### TASK REQUIREMENTS
Wherever "this" appears in a line of the records below, count that line, and report only the number.
--- START ---
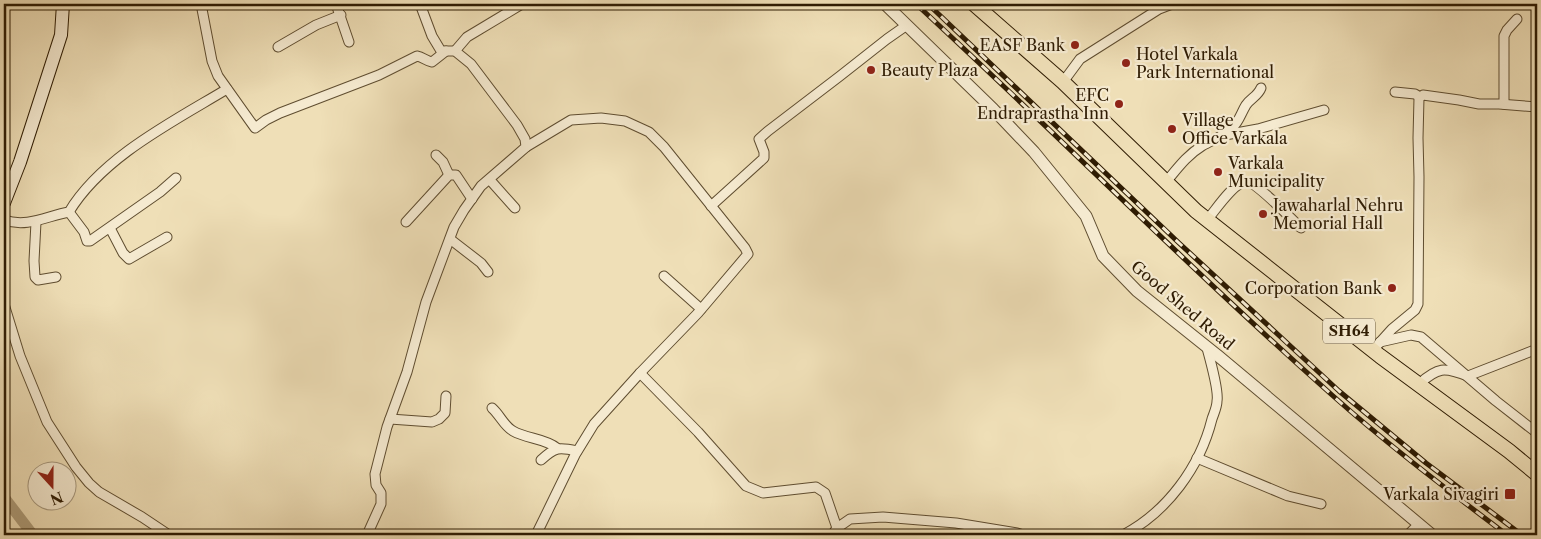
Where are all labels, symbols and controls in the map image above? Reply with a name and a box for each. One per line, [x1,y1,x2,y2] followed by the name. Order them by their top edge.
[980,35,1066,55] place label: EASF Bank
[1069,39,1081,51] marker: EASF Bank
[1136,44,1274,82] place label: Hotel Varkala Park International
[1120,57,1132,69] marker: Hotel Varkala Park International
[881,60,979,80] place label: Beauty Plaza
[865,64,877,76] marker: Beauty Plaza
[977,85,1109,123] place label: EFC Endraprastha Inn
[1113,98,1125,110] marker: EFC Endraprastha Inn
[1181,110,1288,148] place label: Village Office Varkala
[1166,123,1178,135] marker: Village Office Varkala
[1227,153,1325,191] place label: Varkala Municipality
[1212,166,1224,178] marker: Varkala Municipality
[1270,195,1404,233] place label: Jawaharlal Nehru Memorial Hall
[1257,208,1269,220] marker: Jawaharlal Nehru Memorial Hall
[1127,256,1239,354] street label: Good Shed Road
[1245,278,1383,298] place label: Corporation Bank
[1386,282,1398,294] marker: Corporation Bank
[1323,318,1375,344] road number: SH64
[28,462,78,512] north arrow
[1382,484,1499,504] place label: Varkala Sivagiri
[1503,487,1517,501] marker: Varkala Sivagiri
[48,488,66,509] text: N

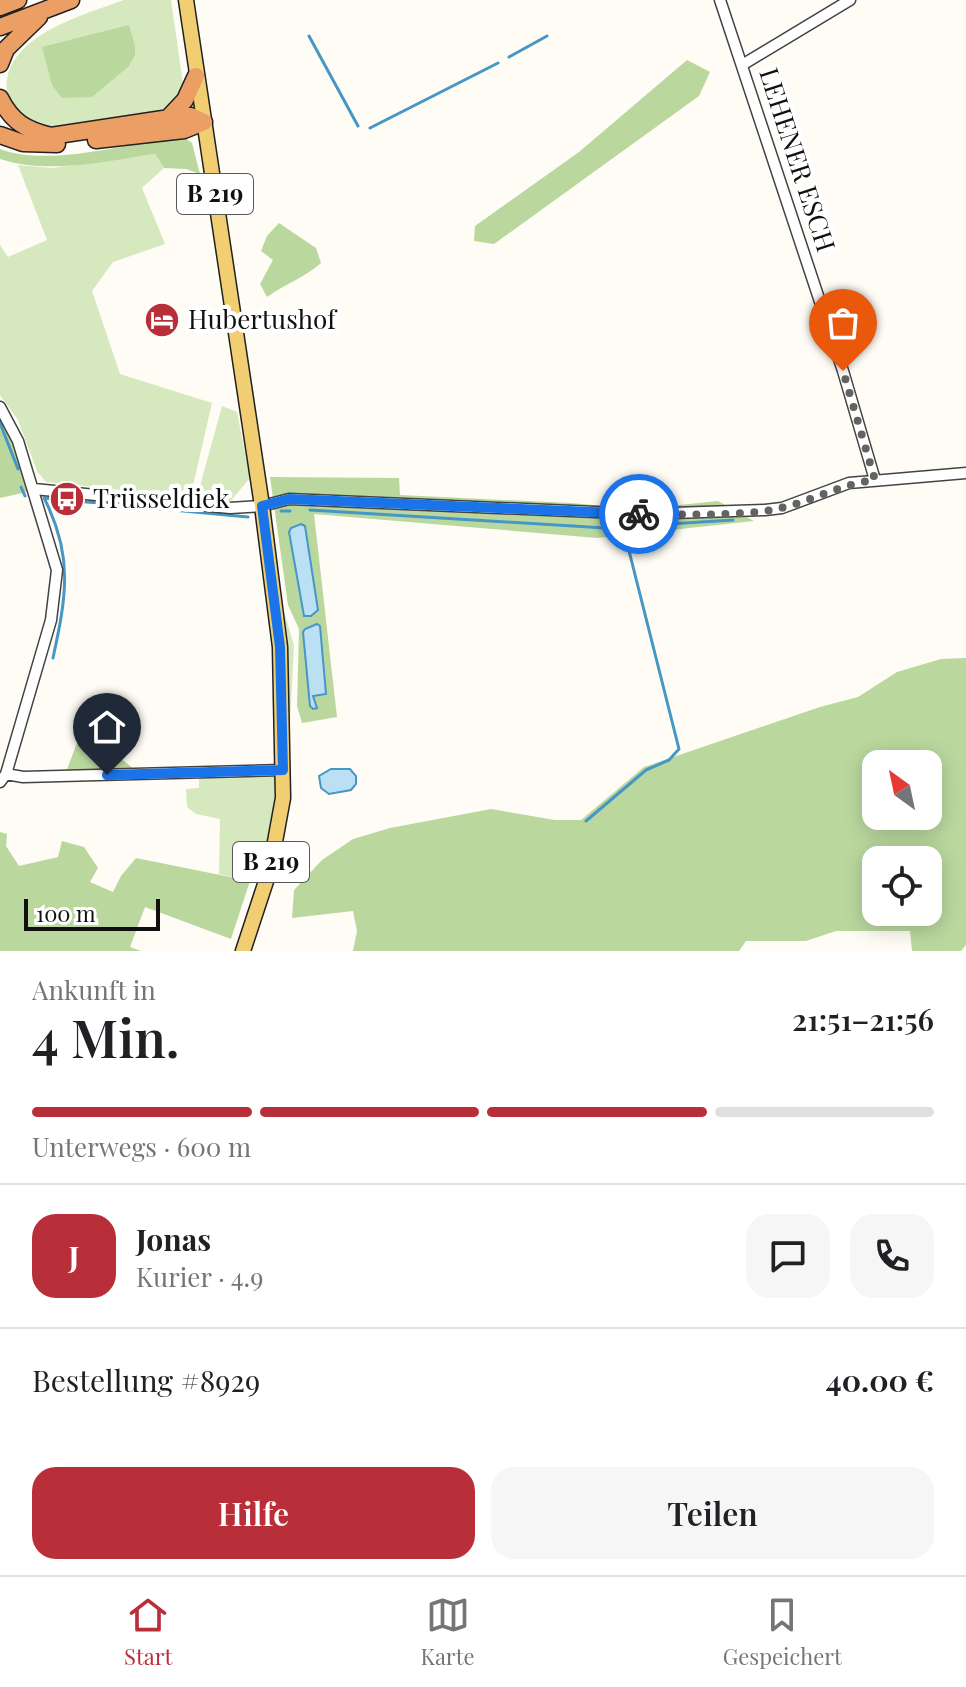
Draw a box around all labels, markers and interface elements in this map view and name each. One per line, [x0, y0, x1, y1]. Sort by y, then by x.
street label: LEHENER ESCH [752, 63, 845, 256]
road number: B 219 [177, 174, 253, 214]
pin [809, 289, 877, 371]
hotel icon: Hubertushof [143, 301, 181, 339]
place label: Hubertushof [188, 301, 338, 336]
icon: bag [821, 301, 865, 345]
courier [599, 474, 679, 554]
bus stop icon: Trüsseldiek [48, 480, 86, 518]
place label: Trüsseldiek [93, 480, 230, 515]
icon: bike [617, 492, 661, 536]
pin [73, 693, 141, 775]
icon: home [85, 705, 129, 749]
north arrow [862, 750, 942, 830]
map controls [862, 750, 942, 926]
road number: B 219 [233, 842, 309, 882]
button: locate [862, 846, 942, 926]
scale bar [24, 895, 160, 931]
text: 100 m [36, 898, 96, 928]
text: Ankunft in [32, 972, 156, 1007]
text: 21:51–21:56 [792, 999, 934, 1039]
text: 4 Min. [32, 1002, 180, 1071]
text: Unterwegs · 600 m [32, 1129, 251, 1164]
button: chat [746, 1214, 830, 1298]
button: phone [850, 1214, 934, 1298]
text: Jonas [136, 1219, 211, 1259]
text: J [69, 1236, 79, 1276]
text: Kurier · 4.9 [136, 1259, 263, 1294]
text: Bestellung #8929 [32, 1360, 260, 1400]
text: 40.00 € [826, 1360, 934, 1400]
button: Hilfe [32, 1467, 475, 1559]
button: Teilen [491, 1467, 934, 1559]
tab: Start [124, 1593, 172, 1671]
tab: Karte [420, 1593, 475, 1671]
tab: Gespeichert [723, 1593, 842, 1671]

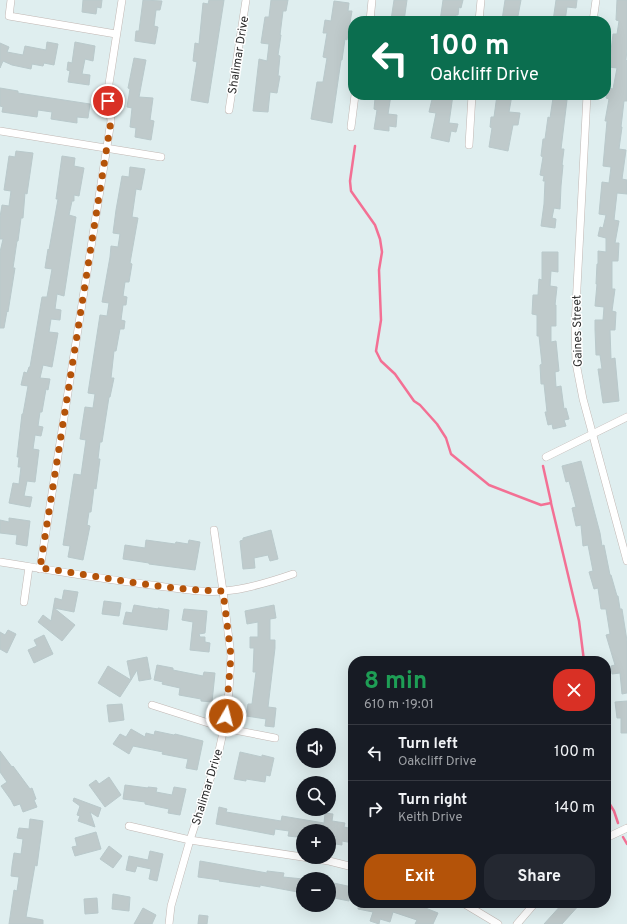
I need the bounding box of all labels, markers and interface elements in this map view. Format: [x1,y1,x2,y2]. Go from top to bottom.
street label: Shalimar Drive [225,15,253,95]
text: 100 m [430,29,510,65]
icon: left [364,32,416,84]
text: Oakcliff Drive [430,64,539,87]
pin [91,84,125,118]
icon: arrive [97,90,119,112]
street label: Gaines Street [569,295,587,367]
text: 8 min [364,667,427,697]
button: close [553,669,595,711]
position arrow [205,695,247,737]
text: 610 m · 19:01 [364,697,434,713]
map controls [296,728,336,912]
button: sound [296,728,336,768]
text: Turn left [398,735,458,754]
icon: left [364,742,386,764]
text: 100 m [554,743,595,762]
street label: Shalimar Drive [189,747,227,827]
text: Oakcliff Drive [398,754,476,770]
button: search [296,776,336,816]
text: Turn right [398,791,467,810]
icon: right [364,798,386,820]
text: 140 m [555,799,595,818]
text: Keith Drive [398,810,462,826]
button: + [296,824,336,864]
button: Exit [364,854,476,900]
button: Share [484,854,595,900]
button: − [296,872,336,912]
--- END ---
### OUTPUT OF THE TASK
2